Key Architectural Patterns

Context Usage

  • Always accept context.Context as first parameter for long-running operations
  • Respect context cancellation in loops and blocking operations
  • Pass context through call chains

Concurrency

  • Use channels for goroutine communication
  • Protect shared state with mutexes
  • Prefer sync.RWMutex for read-heavy workloads
  • *tls.Config values stored in shared maps (e.g. TunnelConfig.EdgeTLSConfigs) must be Clone()d before mutating per-connection fields like CurvePreferences or NextProtos. Writing through the shared pointer races with concurrent connection attempts.
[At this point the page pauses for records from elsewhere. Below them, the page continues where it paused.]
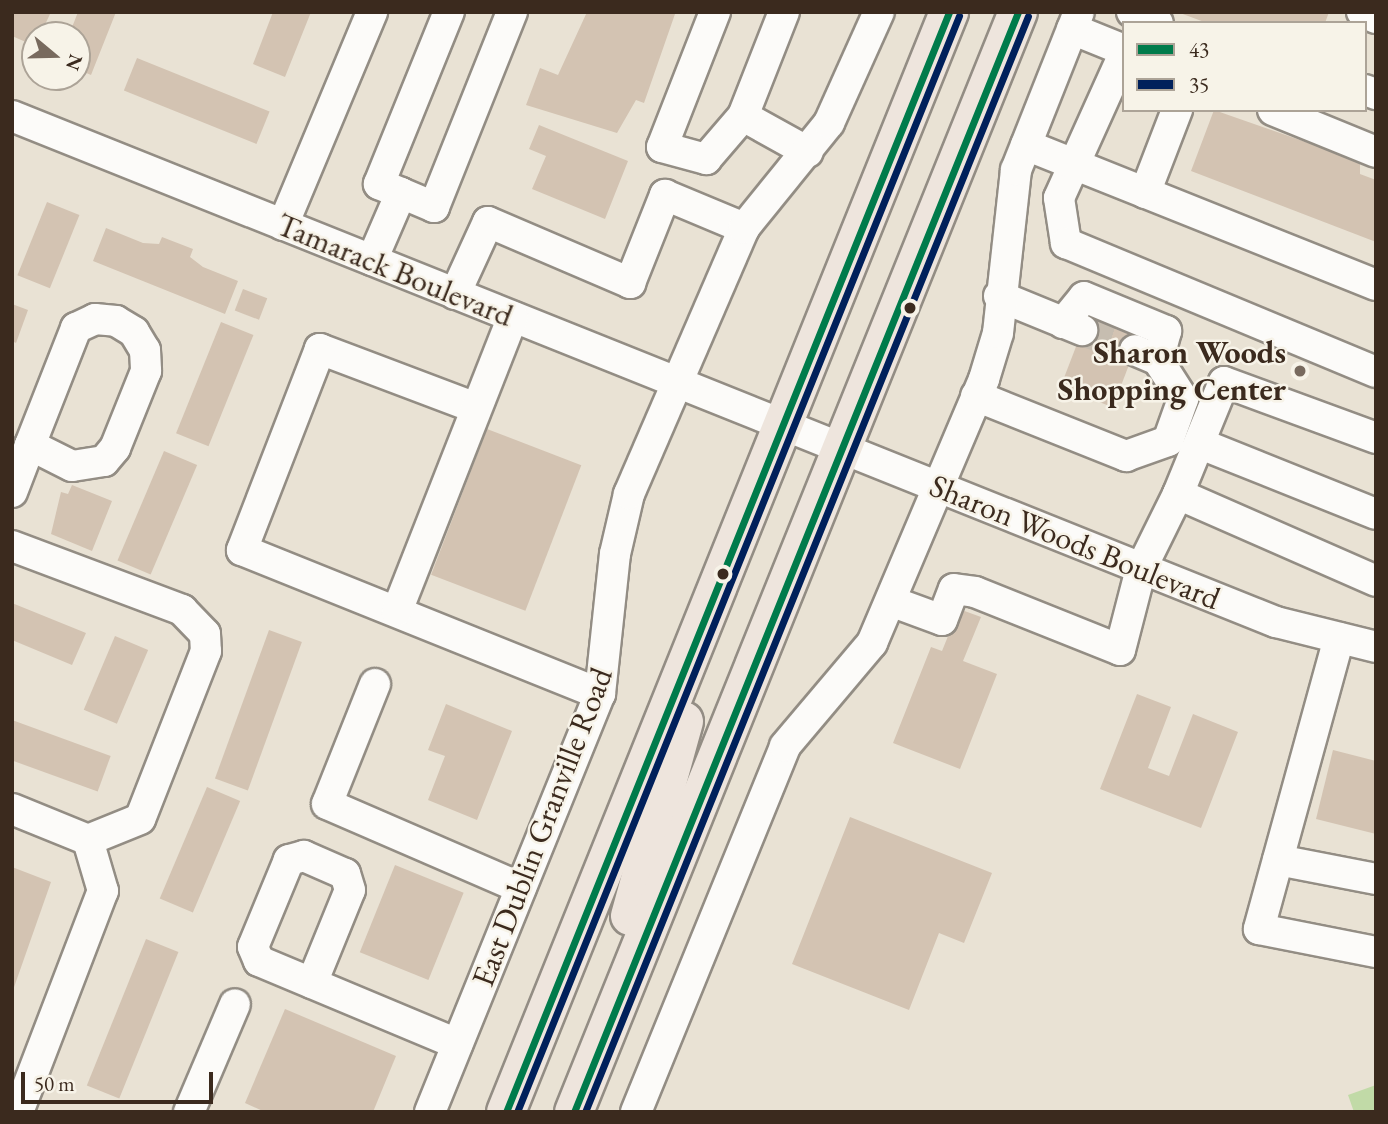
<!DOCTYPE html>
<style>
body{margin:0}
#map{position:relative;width:1388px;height:1124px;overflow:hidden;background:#e9e2d4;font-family:"EB Garamond",serif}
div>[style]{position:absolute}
.green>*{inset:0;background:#c1daa7}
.building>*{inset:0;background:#d3c3b2;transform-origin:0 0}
.minor-tunnel>*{height:30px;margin-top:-15px;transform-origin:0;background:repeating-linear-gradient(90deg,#c6bdb0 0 30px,transparent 0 45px)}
.roads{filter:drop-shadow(2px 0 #938d84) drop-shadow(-2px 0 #938d84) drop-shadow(0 2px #938d84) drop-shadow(0 -2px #938d84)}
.minor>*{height:30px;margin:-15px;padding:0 15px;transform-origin:15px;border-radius:15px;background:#fcfbf9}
.major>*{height:38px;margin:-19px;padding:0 19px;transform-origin:19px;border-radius:19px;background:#eee5dd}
.bus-1>*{height:7px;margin:-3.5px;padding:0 3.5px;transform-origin:3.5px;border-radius:3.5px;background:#007b4b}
.bus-2>*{height:7px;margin:-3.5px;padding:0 3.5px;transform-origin:3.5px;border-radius:3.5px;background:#00205b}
.dots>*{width:19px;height:19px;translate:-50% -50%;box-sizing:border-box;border:4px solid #f7f3e8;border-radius:50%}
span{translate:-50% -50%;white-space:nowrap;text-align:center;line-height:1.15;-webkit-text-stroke:5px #f7f3e8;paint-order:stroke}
.street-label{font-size:32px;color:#3b2a1e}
.poi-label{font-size:32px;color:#3b2a1e;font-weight:700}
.right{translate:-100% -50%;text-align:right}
.frame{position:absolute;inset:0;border:14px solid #3b2a1e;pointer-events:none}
.legend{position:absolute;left:1122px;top:21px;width:245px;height:91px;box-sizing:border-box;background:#f7f3e8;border:2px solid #aca397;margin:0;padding:9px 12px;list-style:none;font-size:21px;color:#3b2a1e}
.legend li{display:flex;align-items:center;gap:14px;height:35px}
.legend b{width:35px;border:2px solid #aca397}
.north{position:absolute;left:21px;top:21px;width:70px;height:70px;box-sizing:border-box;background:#f7f3e8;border:2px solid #aca397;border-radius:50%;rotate:109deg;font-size:19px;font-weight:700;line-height:28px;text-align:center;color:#3b2a1e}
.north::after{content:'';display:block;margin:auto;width:24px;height:32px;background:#786a5e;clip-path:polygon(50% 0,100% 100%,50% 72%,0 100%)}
.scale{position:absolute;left:21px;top:1072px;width:192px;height:32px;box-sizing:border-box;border:4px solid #3b2a1e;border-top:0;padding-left:9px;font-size:21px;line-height:24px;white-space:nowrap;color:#3b2a1e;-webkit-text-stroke:5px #f7f3e8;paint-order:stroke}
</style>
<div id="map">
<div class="green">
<div style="clip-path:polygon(1376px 1085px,1376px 1112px,1354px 1112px,1348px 1095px)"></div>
</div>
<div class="building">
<div style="clip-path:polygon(12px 12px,50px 14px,35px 46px,12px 36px)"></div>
<div style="clip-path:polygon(78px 12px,116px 12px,91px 75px,77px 69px,77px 35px,69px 35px)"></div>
<div style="clip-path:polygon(273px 12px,311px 12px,285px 77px,253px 64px)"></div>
<div style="clip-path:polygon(587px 12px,675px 14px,644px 103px,636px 100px,617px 133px,526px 105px,540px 68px,558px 75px)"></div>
<div style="clip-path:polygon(1329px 12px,1325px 23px,1207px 23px,1180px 13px)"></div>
<div style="left:137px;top:58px;width:143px;height:35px;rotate:22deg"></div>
<div style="clip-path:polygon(1214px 110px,1360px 161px,1360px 174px,1376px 180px,1376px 242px,1191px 171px)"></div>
<div style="clip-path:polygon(539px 125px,628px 161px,605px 219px,532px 189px,546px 156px,529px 149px)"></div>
<div style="left:47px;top:202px;width:35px;height:79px;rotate:22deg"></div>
<div style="clip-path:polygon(106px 228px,143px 243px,159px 244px,162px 237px,193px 249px,190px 257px,203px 267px,238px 281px,225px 314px,93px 261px)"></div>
<div style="left:243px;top:289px;width:26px;height:23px;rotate:21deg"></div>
<div style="clip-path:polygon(12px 304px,28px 310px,16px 343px,12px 341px)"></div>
<div style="left:1087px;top:318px;width:56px;height:74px;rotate:21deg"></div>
<div style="left:221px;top:322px;width:35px;height:120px;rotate:22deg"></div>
<div style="left:487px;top:429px;width:101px;height:156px;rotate:21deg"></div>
<div style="left:164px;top:451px;width:36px;height:119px;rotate:23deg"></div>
<div style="clip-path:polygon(72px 485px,112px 501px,92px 551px,51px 534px,61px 492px,68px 494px)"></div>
<div style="clip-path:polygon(12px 603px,86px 633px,72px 665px,12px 640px)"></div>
<div style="clip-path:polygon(959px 609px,981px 617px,963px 661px,997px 674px,960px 769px,893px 743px,931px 647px,942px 651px)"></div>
<div style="left:269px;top:630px;width:35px;height:158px;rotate:20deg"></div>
<div style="left:115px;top:636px;width:36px;height:80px;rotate:23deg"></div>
<div style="clip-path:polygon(1137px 694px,1171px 707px,1148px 768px,1169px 776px,1193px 714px,1238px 732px,1201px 828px,1100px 789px)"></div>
<div style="clip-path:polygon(446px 704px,512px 731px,477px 820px,428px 800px,445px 756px,428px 750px)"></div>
<div style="left:12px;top:720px;width:105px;height:38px;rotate:20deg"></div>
<div style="clip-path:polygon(1333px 750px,1376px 761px,1376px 834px,1316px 819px)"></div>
<div style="left:207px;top:787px;width:36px;height:121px;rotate:23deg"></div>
<div style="clip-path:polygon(850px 817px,992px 873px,964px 943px,939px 933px,909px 1010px,792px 964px)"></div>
<div style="left:395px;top:865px;width:74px;height:94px;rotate:22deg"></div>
<div style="clip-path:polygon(12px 867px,51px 882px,12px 993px)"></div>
<div style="left:146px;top:939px;width:35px;height:158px;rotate:22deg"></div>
<div style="clip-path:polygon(285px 1009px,396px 1056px,373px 1112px,265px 1112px,245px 1103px)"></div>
</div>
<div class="minor-tunnel">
<div style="left:1082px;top:331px;width:56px;rotate:19.7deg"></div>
</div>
<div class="roads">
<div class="minor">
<div style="left:715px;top:12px;width:145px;rotate:111.4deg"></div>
<div style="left:662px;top:147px;width:46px;rotate:15.3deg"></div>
<div style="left:706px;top:159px;width:57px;rotate:-49.3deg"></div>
<div style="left:743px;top:116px;width:112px;rotate:-68.5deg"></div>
<div style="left:1132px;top:12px;width:28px;rotate:23deg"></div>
<div style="left:1362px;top:12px;width:15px;rotate:23deg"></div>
<div style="left:1072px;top:29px;width:56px;rotate:22deg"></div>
<div style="left:1124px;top:54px;width:158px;rotate:114.3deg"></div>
<div style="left:1059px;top:198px;width:46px;rotate:81.2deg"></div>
<div style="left:1066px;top:243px;width:336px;rotate:22.6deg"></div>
<div style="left:1365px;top:90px;width:12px;rotate:20deg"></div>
<div style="left:1273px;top:110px;width:111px;rotate:22.2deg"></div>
<div style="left:12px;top:116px;width:1362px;rotate:21.82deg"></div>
<div style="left:1276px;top:622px;width:103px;rotate:14deg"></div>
<div style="left:743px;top:116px;width:74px;rotate:29deg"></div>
<div style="left:1026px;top:145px;width:377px;rotate:21.8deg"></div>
<div style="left:401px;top:193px;width:36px;rotate:23deg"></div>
<div style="left:434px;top:207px;width:210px;rotate:-68.2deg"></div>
<div style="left:1145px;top:193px;width:89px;rotate:-68.9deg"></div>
<div style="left:283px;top:225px;width:231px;rotate:-67.3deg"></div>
<div style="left:372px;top:260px;width:73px;rotate:-66.6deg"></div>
<div style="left:401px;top:193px;width:24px;rotate:-158deg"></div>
<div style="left:379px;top:184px;width:186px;rotate:-67.9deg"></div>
<div style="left:455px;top:294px;width:79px;rotate:-65.4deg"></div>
<div style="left:488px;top:222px;width:155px;rotate:23.2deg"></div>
<div style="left:630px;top:283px;width:95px;rotate:-68.3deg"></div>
<div style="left:665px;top:195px;width:86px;rotate:22.7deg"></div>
<div style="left:999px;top:296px;width:90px;rotate:22.3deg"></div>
<div style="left:95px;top:319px;width:21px;rotate:5deg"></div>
<div style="left:116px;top:321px;width:21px;rotate:31deg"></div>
<div style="left:134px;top:332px;width:21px;rotate:59deg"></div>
<div style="left:145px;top:350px;width:21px;rotate:87deg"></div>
<div style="left:146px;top:371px;width:83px;rotate:111.9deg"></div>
<div style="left:115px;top:448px;width:17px;rotate:130deg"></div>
<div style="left:104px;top:461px;width:32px;rotate:171deg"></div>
<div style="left:72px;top:466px;width:47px;rotate:-153.4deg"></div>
<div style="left:30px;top:445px;width:126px;rotate:-68.5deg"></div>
<div style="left:76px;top:328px;width:21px;rotate:-25deg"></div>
<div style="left:1063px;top:323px;width:33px;rotate:-51deg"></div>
<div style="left:1084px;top:297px;width:89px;rotate:22.5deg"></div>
<div style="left:1166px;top:331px;width:30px;rotate:105deg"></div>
<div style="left:976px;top:396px;width:162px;rotate:21.8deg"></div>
<div style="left:1126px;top:456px;width:45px;rotate:-19.7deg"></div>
<div style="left:1168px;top:441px;width:45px;rotate:-70.3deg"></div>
<div style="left:1183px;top:399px;width:46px;rotate:-122.7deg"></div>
<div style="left:1158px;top:360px;width:25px;rotate:-157deg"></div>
<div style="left:476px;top:408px;width:167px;rotate:-159.3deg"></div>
<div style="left:320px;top:349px;width:216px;rotate:111.2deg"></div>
<div style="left:242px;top:550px;width:386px;rotate:21.9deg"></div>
<div style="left:1201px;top:444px;width:188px;rotate:21.8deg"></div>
<div style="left:12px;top:492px;width:50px;rotate:-69deg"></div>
<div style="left:1178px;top:494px;width:121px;rotate:-67.7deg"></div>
<div style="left:1224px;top:382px;width:162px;rotate:20.2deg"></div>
<div style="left:12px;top:546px;width:182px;rotate:20.6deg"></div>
<div style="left:182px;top:610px;width:33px;rotate:46deg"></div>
<div style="left:205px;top:634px;width:17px;rotate:87deg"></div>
<div style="left:206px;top:651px;width:180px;rotate:111.4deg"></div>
<div style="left:140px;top:819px;width:56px;rotate:158deg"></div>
<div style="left:893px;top:602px;width:52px;rotate:20.2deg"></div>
<div style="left:942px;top:620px;width:33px;rotate:-69deg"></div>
<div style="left:954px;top:589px;width:21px;rotate:8deg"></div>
<div style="left:975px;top:592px;width:156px;rotate:21.8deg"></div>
<div style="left:1120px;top:650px;width:84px;rotate:-75.5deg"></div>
<div style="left:1141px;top:569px;width:84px;rotate:-63.7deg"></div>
<div style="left:1178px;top:494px;width:216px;rotate:23.7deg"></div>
<div style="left:397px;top:611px;width:316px;rotate:-68.5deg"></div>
<div style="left:1339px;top:638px;width:302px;rotate:105.4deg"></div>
<div style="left:1259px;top:929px;width:119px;rotate:11.1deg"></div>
<div style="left:375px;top:684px;width:129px;rotate:111.8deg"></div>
<div style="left:327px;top:804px;width:211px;rotate:23.4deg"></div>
<div style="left:12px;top:809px;width:82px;rotate:22.2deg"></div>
<div style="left:1278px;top:860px;width:100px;rotate:11deg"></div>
<div style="left:312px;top:983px;width:100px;rotate:-67.8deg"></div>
<div style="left:350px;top:890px;width:17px;rotate:-107deg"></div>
<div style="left:345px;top:874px;width:45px;rotate:-156.3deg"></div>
<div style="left:304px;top:856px;width:16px;rotate:165deg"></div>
<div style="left:289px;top:860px;width:94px;rotate:112.5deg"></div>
<div style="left:253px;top:947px;width:15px;rotate:67deg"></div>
<div style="left:259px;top:961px;width:215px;rotate:22.7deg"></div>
<div style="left:18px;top:1112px;width:237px;rotate:-69deg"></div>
<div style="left:103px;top:891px;width:53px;rotate:-106.4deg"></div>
<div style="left:189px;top:1112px;width:117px;rotate:-66.9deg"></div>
<div style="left:430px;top:1112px;width:451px;rotate:-67.9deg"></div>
<div style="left:600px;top:694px;width:141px;rotate:-83.9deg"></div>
<div style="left:615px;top:554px;width:62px;rotate:-76.9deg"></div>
<div style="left:629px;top:494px;width:290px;rotate:-66.6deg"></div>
<div style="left:744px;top:228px;width:135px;rotate:-51deg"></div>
<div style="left:829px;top:123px;width:122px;rotate:-65.8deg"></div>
<div style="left:636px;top:1112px;width:395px;rotate:-67.8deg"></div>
<div style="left:785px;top:746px;width:135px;rotate:-49.8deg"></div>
<div style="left:872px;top:643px;width:287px;rotate:-67deg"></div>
<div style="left:984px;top:379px;width:48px;rotate:-73.1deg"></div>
<div style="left:998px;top:333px;width:164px;rotate:-83.7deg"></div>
<div style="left:1016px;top:170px;width:170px;rotate:-68.3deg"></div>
</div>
<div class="major">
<div style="left:630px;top:916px;width:202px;rotate:-74.5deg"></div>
<div style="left:506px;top:1112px;width:1186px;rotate:-68.06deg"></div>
<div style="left:574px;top:1112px;width:1186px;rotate:-68.02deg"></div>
</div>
</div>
<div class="bus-1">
<div style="left:506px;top:1112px;width:1186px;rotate:-68.06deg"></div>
<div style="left:574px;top:1112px;width:1186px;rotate:-68.02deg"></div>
</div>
<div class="bus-2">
<div style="left:517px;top:1112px;width:1182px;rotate:-68.04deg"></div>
<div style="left:585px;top:1112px;width:1182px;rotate:-67.99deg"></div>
</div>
<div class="dots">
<div style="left:910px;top:308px;background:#3b2a1e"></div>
<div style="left:1300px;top:371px;background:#786a5e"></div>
<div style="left:723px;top:574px;background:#3b2a1e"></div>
</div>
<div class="street-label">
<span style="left:395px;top:270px;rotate:22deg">Tamarack Boulevard</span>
<span style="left:1075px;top:542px;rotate:22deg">Sharon Woods Boulevard</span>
<span style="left:542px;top:827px;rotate:-69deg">East Dublin Granville Road</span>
</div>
<div class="poi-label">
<span class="right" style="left:1286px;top:371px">Sharon Woods<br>Shopping Center</span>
</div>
<div class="frame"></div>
<ul class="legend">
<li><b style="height:9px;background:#007b4b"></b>43</li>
<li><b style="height:9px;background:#00205b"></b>35</li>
</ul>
<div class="north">N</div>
<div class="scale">50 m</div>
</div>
TLS & Post-Quantum key exchange

  • Per-connection TLS configuration for edge connections is built via cfdcrypto.TLSConfigWithCurvePreferences(tlsConfig, pqMode). It clones the provided *tls.Config and sets CurvePreferences based on pqMode, so callers never need to clone or mutate CurvePreferences themselves. Do NOT reach for the package-private getCurvePreferences helper; the exported TLSConfigWithCurvePreferences is the only supported entry point.
  • Two PQ modes are supported and apply identically to QUIC and HTTP/2:
    • PostQuantumPrefer (default): [X25519MLKEM768, P256Kyber768Draft00, CurveP256]
    • PostQuantumStrict (--post-quantum): [X25519MLKEM768, P256Kyber768Draft00]
  • FIPS and non-FIPS builds use the same curve list. Do NOT reintroduce a fipsEnabled branch in curve-selection code; if the two modes ever diverge, express the divergence inside crypto/ so call sites remain untouched.
  • HTTP/2 supports post-quantum handshakes. Never re-add a PostQuantumStrict-based rejection to H2 code paths, and never force --post-quantum to select QUIC-only in protocol selection.

Configuration

  • Use structured configuration with validation
  • Support both file-based and CLI flag configuration
  • Provide sensible defaults

Metrics and Observability

  • Instrument code with Prometheus metrics
  • Use OpenTelemetry for distributed tracing
  • Include structured logging with relevant context

Boundaries

✅ Always Do

  • Run make test lint before any commit
  • Handle all errors explicitly with proper context
  • Use github.com/rs/zerolog for all logging
  • Add t.Parallel() to all parallel-safe tests
  • Follow the import grouping conventions
  • Use meaningful variable and function names
  • Include context.Context for long-running operations
  • Close resources in defer statements

⚠️ Ask First Before

  • Adding new dependencies to go.mod
  • Modifying CI/CD configuration files
  • Changing build system or Makefile
  • Modifying component test infrastructure
  • Adding new linter rules or changing golangci-lint config
  • Making breaking changes to public APIs
  • Changing logging levels or structured logging fields

🚫 Never Do

  • Ignore errors without explicit handling (_ = err)
  • Use generic package names (util, helper, common)
  • Commit code that fails make test lint
  • Use fmt.Print* instead of structured logging
  • Modify vendor dependencies directly
  • Commit secrets, credentials, or sensitive data
  • Use deprecated or unsafe Go patterns
  • Skip testing for new functionality
  • Remove existing tests unless they're genuinely invalid

Dependencies Management

  • Use Go modules (go.mod) exclusively
  • Vendor dependencies for reproducible builds
  • Keep dependencies up-to-date and secure
  • Prefer standard library when possible
  • Cloudflared uses a fork of quic-go always check release notes before bumping this dependency.

Security Considerations

  • FIPS compliance support available
  • Vulnerability scanning integrated in CI
  • Credential handling follows security best practices
  • Network security with TLS/QUIC protocols
  • Regular security audits and updates
  • Post quantum encryption

Common Patterns to Follow

  1. Graceful shutdown: Always implement proper cleanup
  2. Resource management: Close resources in defer statements
  3. Error propagation: Wrap errors with meaningful context
  4. Configuration validation: Validate inputs early
  5. Logging consistency: Use structured logging throughout
  6. Testing coverage: Aim for comprehensive test coverage
  7. Documentation: Comment exported functions and types

Remember: This is a mission-critical networking tool used in production by many organizations. Code quality, security, and reliability are paramount.